Juan Cole contradicts that view in the post mentioned below:
In foreign policy, Reagan abandoned containment of the Soviet Union as a goal and adopted a policy of active roll-back. Since the Soviet Union was already on its last legs and was not a system that could have survived long, Reagan's global aggressiveness was simply unnecessary. The argument that Reagan's increases in military funding bankrupted the Soviets by forcing them to try to keep up is simply wrong. Soviet defense spending was flat in the 1980s.
I still wondered about that opinion, since I had heard conflicting claims from substantive sources. For example, Gennady Gerasimov, the former spokesman for the Soviet Foreign Ministry, said in a CNN article, "Reagan bolstered the U.S. military might to ruin the Soviet economy, and he achieved his goal."
I asked Professor Cole to elaborate on his claim, and he was kind enough to respond:
The Soviet Union did not spend more money on its defense budget as a result of anything Reagan did. The budget was flat every year 1980-1988. It is therefore hard to see how he "bankrupted" the Soviets. I suppose you could argue that the budget was already unsustainble in the late 1970s and that Reagan made them try to keep it up. But that is a more nuanced and subtle argument, and would suggest that mainly the Soviets did it to themselves in the 70s and set an untenable budgetary precedent.
I don't trust the ex-Soviet politicians on all this because it is after
all nobler to admit that a stronger power outspent you than to acknowledge
that you ran a corrupt and unsustainable system that collapsed of its own
weight. A team of Soviet mathematicians ran a computer simulation in the
1980s, as I remember, on how many decisions bureaucrats would have to
make to run a command economy relatively efficiently, and basically
concluded that it was impossible.
In a Google search, I found this 1994 Atlantic Monthly article which comes to the same conclusion:
Neither the strong nor the weak version of the proposition that American defense spending bankrupted the Soviet economy and forced an end to the Cold War is sustained by the evidence.
The Soviet Union's defense spending did not rise or fall in response to American military expenditures. Revised estimates by the Central Intelligence Agency indicate that Soviet expenditures on defense remained more or less constant throughout the 1980s. Neither the military buildup under Jimmy Carter and Reagan nor SDI had any real impact on gross spending levels in the USSR. At most SDI shifted the marginal allocation of defense rubles as some funds were allotted for developing countermeasures to ballistic defense.
If American defense spending had bankrupted the Soviet economy, forcing an end to the Cold War, Soviet defense spending should have declined as East-West relations improved.

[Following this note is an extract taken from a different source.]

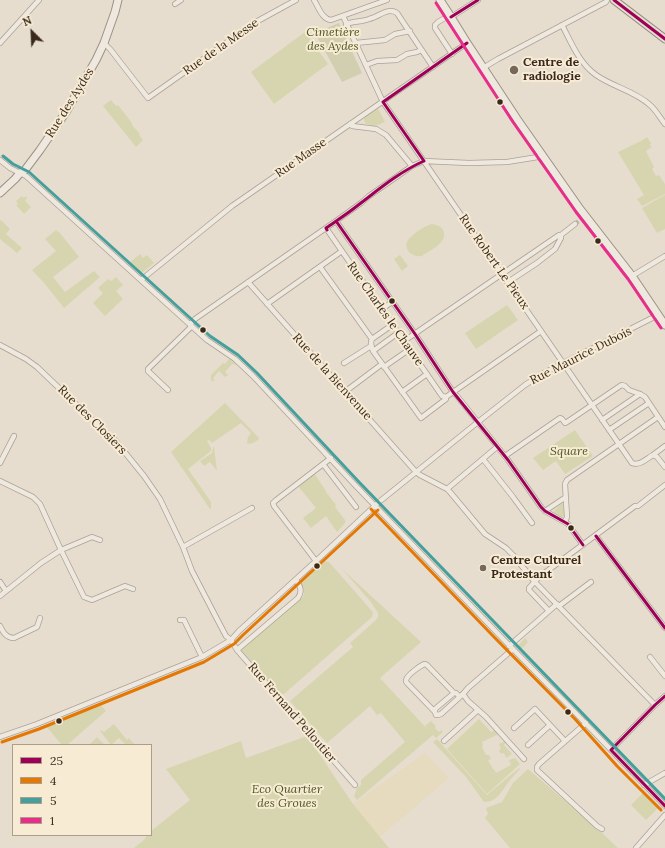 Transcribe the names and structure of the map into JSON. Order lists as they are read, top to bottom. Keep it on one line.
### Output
{"streets":{"main road":["Rue des Aydes"],"street":["Rue de la Messe","Rue Masse","Rue Robert Le Pieux","Rue Charles le Chauve","Rue Maurice Dubois","Rue de la Bienvenue","Rue des Closiers","Rue Fernand Pelloutier"]},"crossings":[["Rue de la Messe","Rue des Aydes"],["Rue Masse","Rue Robert Le Pieux"],["Rue Robert Le Pieux","Rue Maurice Dubois"],["Rue Charles le Chauve","Rue Maurice Dubois"],["Rue Maurice Dubois","Rue de la Bienvenue"],["Rue Maurice Dubois","Rue des Closiers"],["Rue Maurice Dubois","Rue Fernand Pelloutier"],["Rue des Closiers","Rue Fernand Pelloutier"]],"parks":["Cimetière des Aydes","Square","Eco Quartier des Groues"],"places":["Centre de radiologie","Centre Culturel Protestant"],"lines":["transit line 25","transit line 1","transit line 5","transit line 4"],"legend":["25","4","5","1"],"north":"top left"} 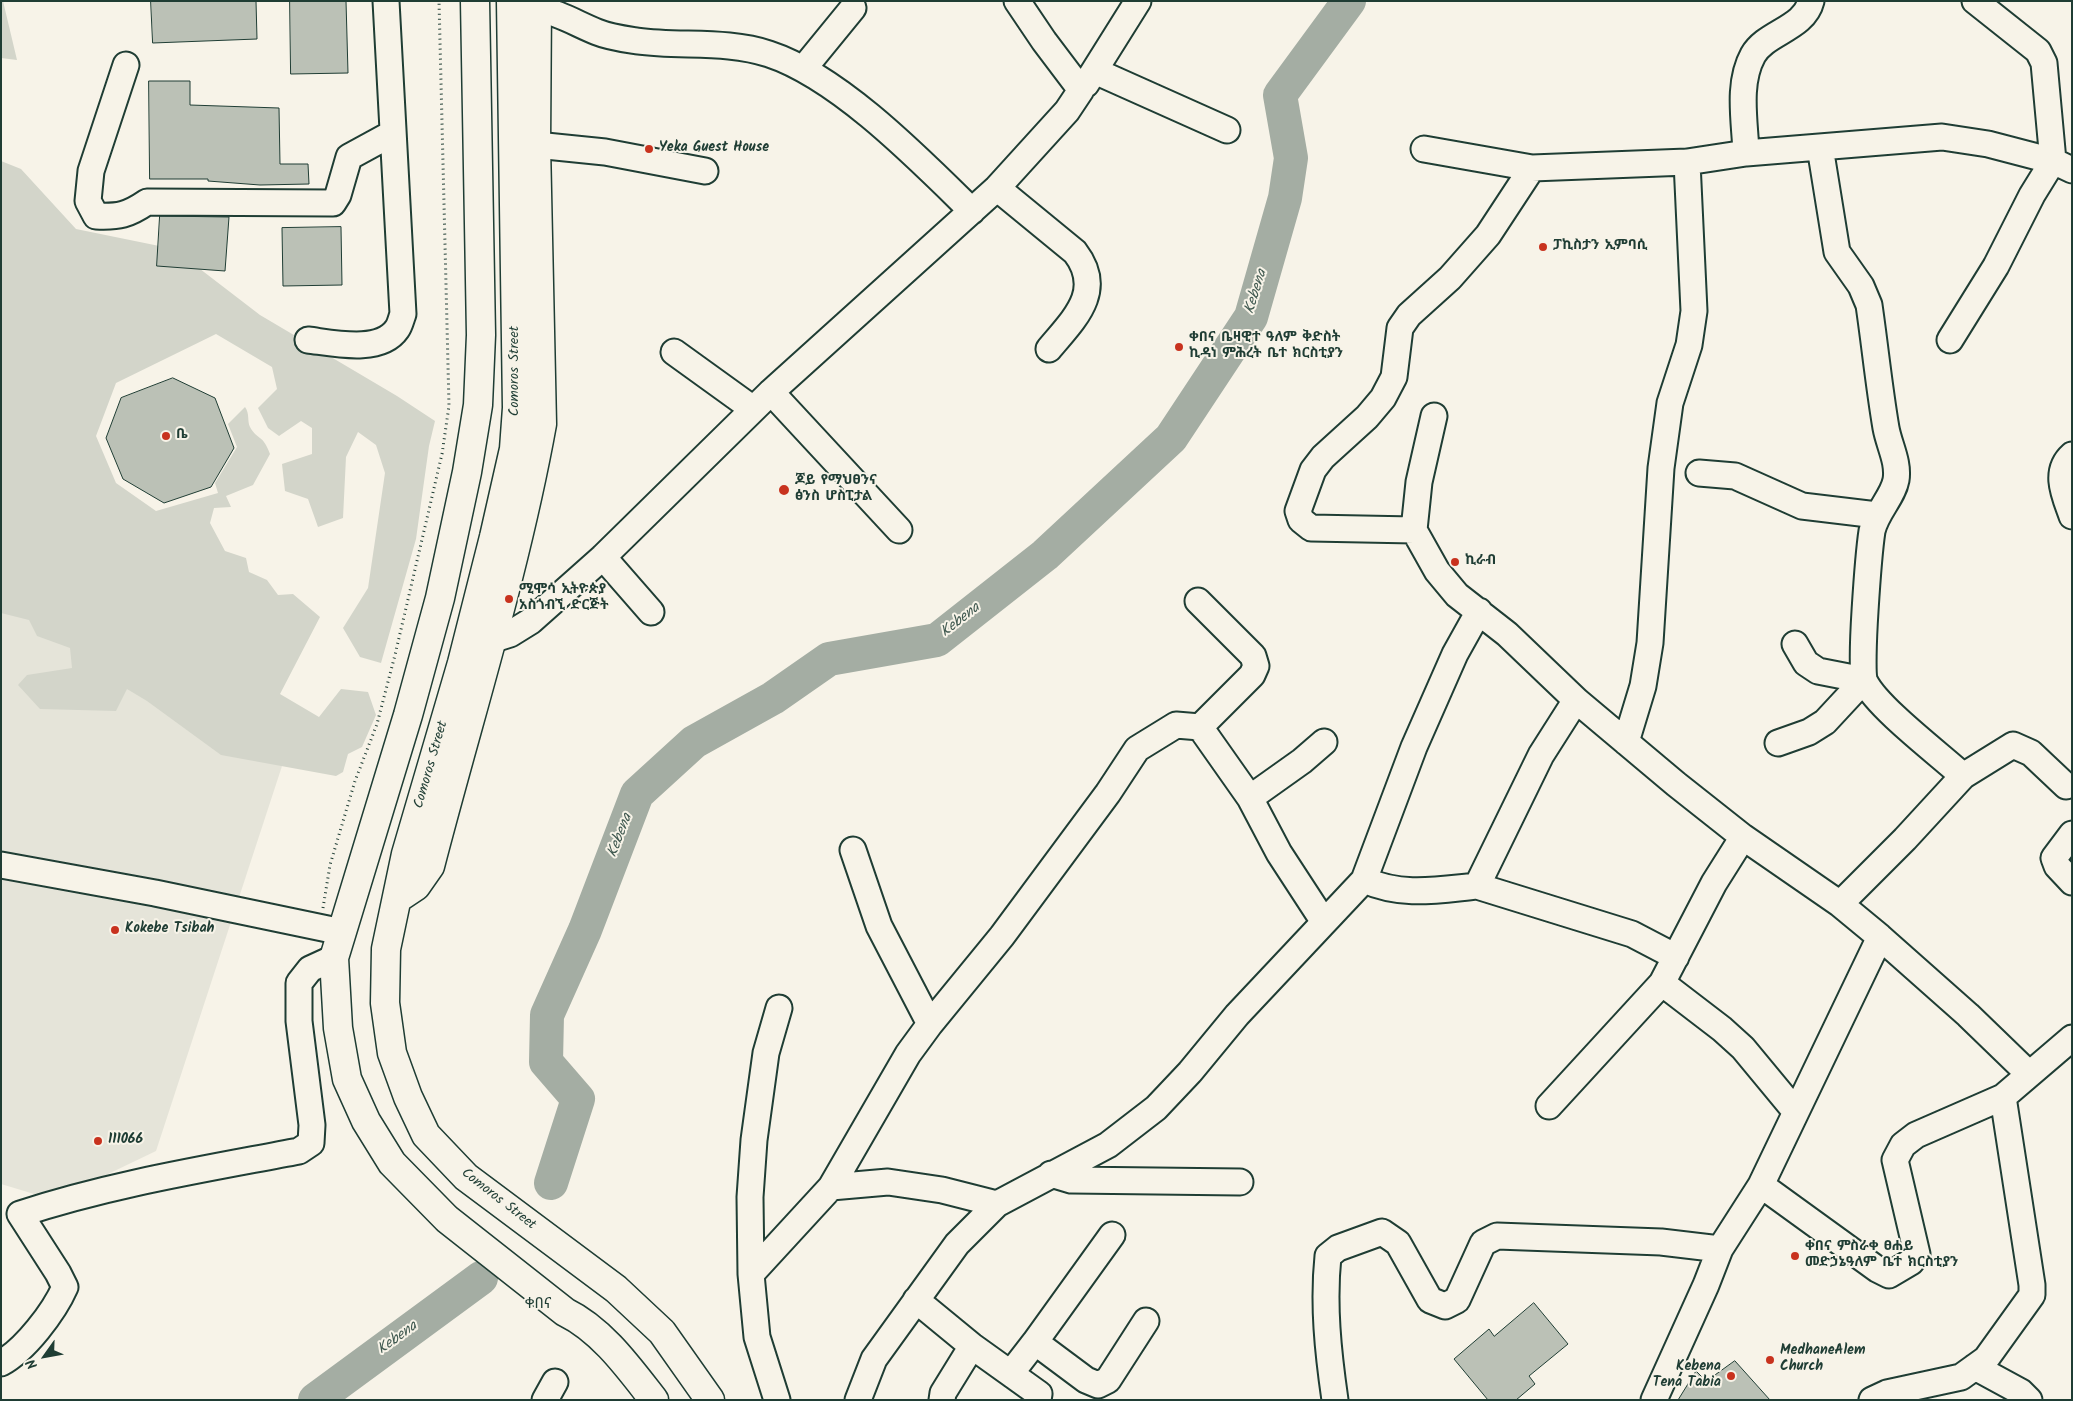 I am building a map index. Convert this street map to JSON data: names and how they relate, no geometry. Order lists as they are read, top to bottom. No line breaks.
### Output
{"streets":{"main road":["Comoros Street"]},"districts":["ቀበና"],"water":["Kebena"],"places":["Yeka Guest House","ፓኪስታን ኢምባሲ","ቀበና ቤዛዊተ ዓለም ቅድስት ኪዳነ ምሕረት ቤተ ክርስቲያን","ቤ","ጆይ የማህፀንና ፅንስ ሆስፒታል","ኪራብ","ሚሞሳ ኢትዮጵያ አስጎብኚ ድርጅት","Kokebe Tsibah","111066","ቀበና ምስራቀ ፀሐይ መድኃኔዓለም ቤተ ክርስቲያን","MedhaneAlem Church","Kebena Tena Tabia"],"north":"bottom left"} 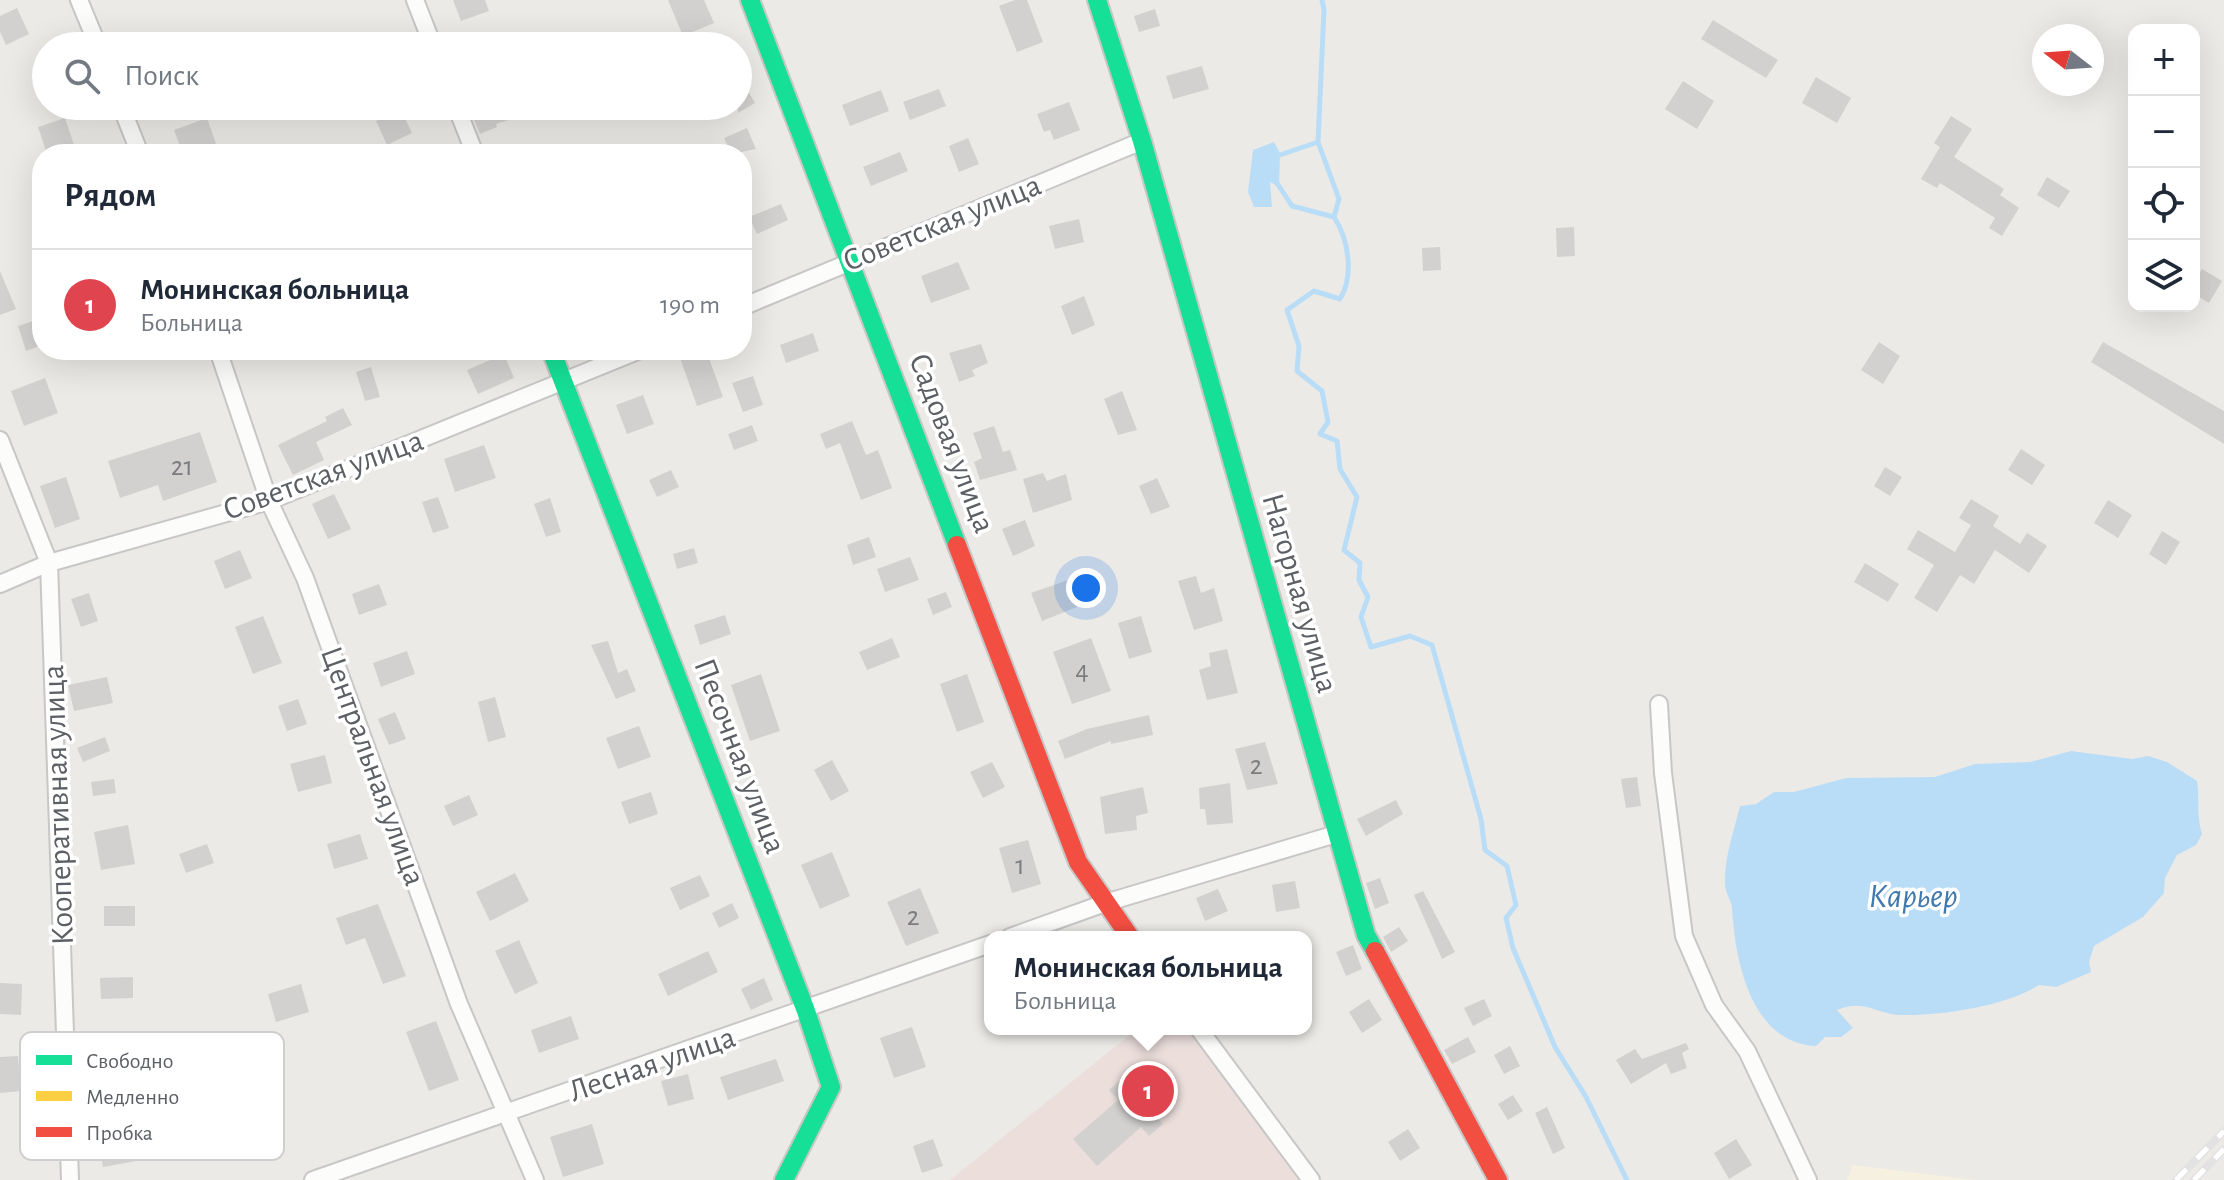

CIA estimates show that it remained relatively constant as a proportion of the Soviet gross national product during the 1980s, including Gorbachev's first four years in office. Soviet defense spending was not reduced until 1989 and did not decline nearly as rapidly as the overall economy.
The article notes later that Russia's 1994 defense budget consumed as high a percentage of GNP as it did in the Brezhnev years.